⟨

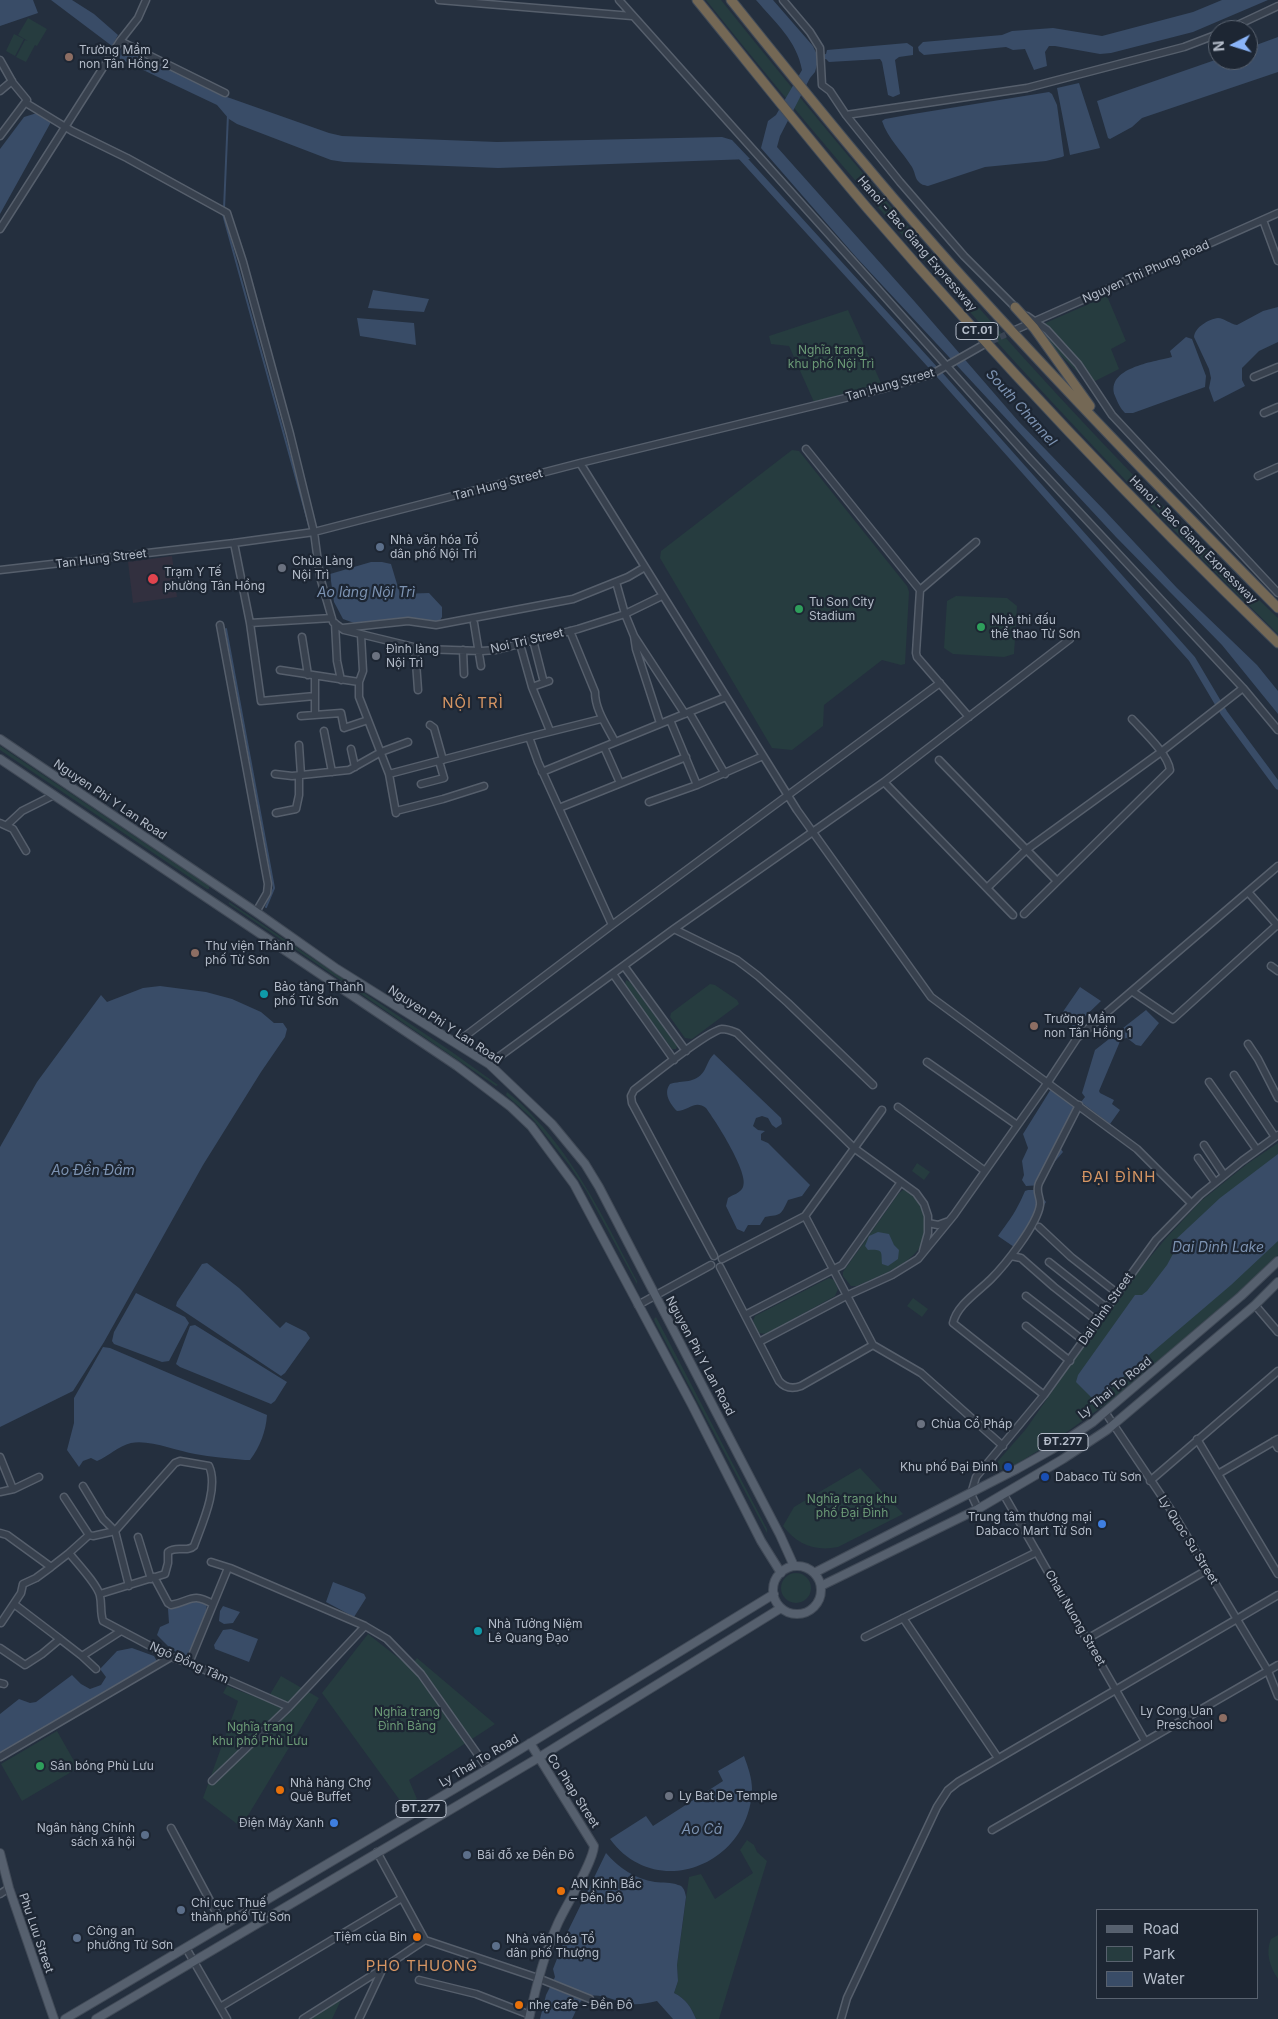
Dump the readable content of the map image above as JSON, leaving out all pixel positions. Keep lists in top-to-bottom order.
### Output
{
  "streets": {
    "highway": ["Hanoi - Bac Giang Expressway", "CT.01"],
    "main road": [
      "Nguyen Phi Y Lan Road",
      "Ly Thai To Road",
      "ĐT.277",
      "Co Phap Street",
      "Phu Luu Street"
    ],
    "street": [
      "Nguyen Thi Phung Road",
      "Tan Hung Street",
      "Noi Tri Street",
      "Dai Dinh Street",
      "Ly Quoc Su Street",
      "Chau Nuong Street",
      "Ngõ Đồng Tâm"
    ]
  },
  "crossings": [
    ["Nguyen Phi Y Lan Road", "Ly Thai To Road"],
    ["Nguyen Phi Y Lan Road", "ĐT.277"],
    ["Dai Dinh Street", "Ly Thai To Road"],
    ["Ly Thai To Road", "ĐT.277"],
    ["Ly Thai To Road", "Ly Quoc Su Street"],
    ["Ly Thai To Road", "Chau Nuong Street"],
    ["Ly Thai To Road", "Co Phap Street"],
    ["ĐT.277", "Co Phap Street"]
  ],
  "districts": ["NỘI TRÌ", "ĐẠI ĐÌNH", "PHO THUONG"],
  "water": [
    "South Channel",
    "Ao làng Nội Trì",
    "Ao Đền Đầm",
    "Dai Dinh Lake",
    "Ao Cả"
  ],
  "parks": [
    "Nghĩa trang khu phố Nội Trì",
    "Nghĩa trang khu phố Đại Đình",
    "Nghĩa trang Đình Bảng",
    "Nghĩa trang khu phố Phù Lưu"
  ],
  "places": [
    "Trường Mầm non Tân Hồng 2",
    "Nhà văn hóa Tổ dân phố Nội Trì",
    "Chùa Làng Nội Trì",
    "Trạm Y Tế phường Tân Hồng",
    "Tu Son City Stadium",
    "Nhà thi đấu thể thao Từ Sơn",
    "Đình làng Nội Trì",
    "Thư viện Thành phố Từ Sơn",
    "Bảo tàng Thành phố Từ Sơn",
    "Trường Mầm non Tân Hồng 1",
    "Chùa Cổ Pháp",
    "Khu phố Đại Đình",
    "Dabaco Từ Sơn",
    "Trung tâm thương mại Dabaco Mart Từ Sơn",
    "Nhà Tưởng Niệm Lê Quang Đạo",
    "Ly Cong Uan Preschool",
    "Sân bóng Phù Lưu",
    "Nhà hàng Chợ Quê Buffet",
    "Ly Bat De Temple",
    "Điện Máy Xanh",
    "Ngân hàng Chính sách xã hội",
    "Bãi đỗ xe Đền Đô",
    "AN Kinh Bắc – Đền Đô",
    "Chi cục Thuế thành phố Từ Sơn",
    "Tiệm của Bin",
    "Công an phường Từ Sơn",
    "Nhà văn hóa Tổ dân phố Thượng",
    "nhẹ cafe - Đền Đô"
  ],
  "legend": ["Road", "Park", "Water"],
  "north": "left"
}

⟩

> What is needed
In the copy, include no pictures; everything else in the material should be written out exactly.

> Solved problem
Dump the readable content of the map image above as JSON, leaving out all pixel positions. Keep lists in top-to-bottom order.
### Output
{
  "streets": {
    "highway": ["Hanoi - Bac Giang Expressway", "CT.01"],
    "main road": [
      "Nguyen Phi Y Lan Road",
      "Ly Thai To Road",
      "ĐT.277",
      "Co Phap Street",
      "Phu Luu Street"
    ],
    "street": [
      "Nguyen Thi Phung Road",
      "Tan Hung Street",
      "Noi Tri Street",
      "Dai Dinh Street",
      "Ly Quoc Su Street",
      "Chau Nuong Street",
      "Ngõ Đồng Tâm"
    ]
  },
  "crossings": [
    ["Nguyen Phi Y Lan Road", "Ly Thai To Road"],
    ["Nguyen Phi Y Lan Road", "ĐT.277"],
    ["Dai Dinh Street", "Ly Thai To Road"],
    ["Ly Thai To Road", "ĐT.277"],
    ["Ly Thai To Road", "Ly Quoc Su Street"],
    ["Ly Thai To Road", "Chau Nuong Street"],
    ["Ly Thai To Road", "Co Phap Street"],
    ["ĐT.277", "Co Phap Street"]
  ],
  "districts": ["NỘI TRÌ", "ĐẠI ĐÌNH", "PHO THUONG"],
  "water": [
    "South Channel",
    "Ao làng Nội Trì",
    "Ao Đền Đầm",
    "Dai Dinh Lake",
    "Ao Cả"
  ],
  "parks": [
    "Nghĩa trang khu phố Nội Trì",
    "Nghĩa trang khu phố Đại Đình",
    "Nghĩa trang Đình Bảng",
    "Nghĩa trang khu phố Phù Lưu"
  ],
  "places": [
    "Trường Mầm non Tân Hồng 2",
    "Nhà văn hóa Tổ dân phố Nội Trì",
    "Chùa Làng Nội Trì",
    "Trạm Y Tế phường Tân Hồng",
    "Tu Son City Stadium",
    "Nhà thi đấu thể thao Từ Sơn",
    "Đình làng Nội Trì",
    "Thư viện Thành phố Từ Sơn",
    "Bảo tàng Thành phố Từ Sơn",
    "Trường Mầm non Tân Hồng 1",
    "Chùa Cổ Pháp",
    "Khu phố Đại Đình",
    "Dabaco Từ Sơn",
    "Trung tâm thương mại Dabaco Mart Từ Sơn",
    "Nhà Tưởng Niệm Lê Quang Đạo",
    "Ly Cong Uan Preschool",
    "Sân bóng Phù Lưu",
    "Nhà hàng Chợ Quê Buffet",
    "Ly Bat De Temple",
    "Điện Máy Xanh",
    "Ngân hàng Chính sách xã hội",
    "Bãi đỗ xe Đền Đô",
    "AN Kinh Bắc – Đền Đô",
    "Chi cục Thuế thành phố Từ Sơn",
    "Tiệm của Bin",
    "Công an phường Từ Sơn",
    "Nhà văn hóa Tổ dân phố Thượng",
    "nhẹ cafe - Đền Đô"
  ],
  "legend": ["Road", "Park", "Water"],
  "north": "left"
}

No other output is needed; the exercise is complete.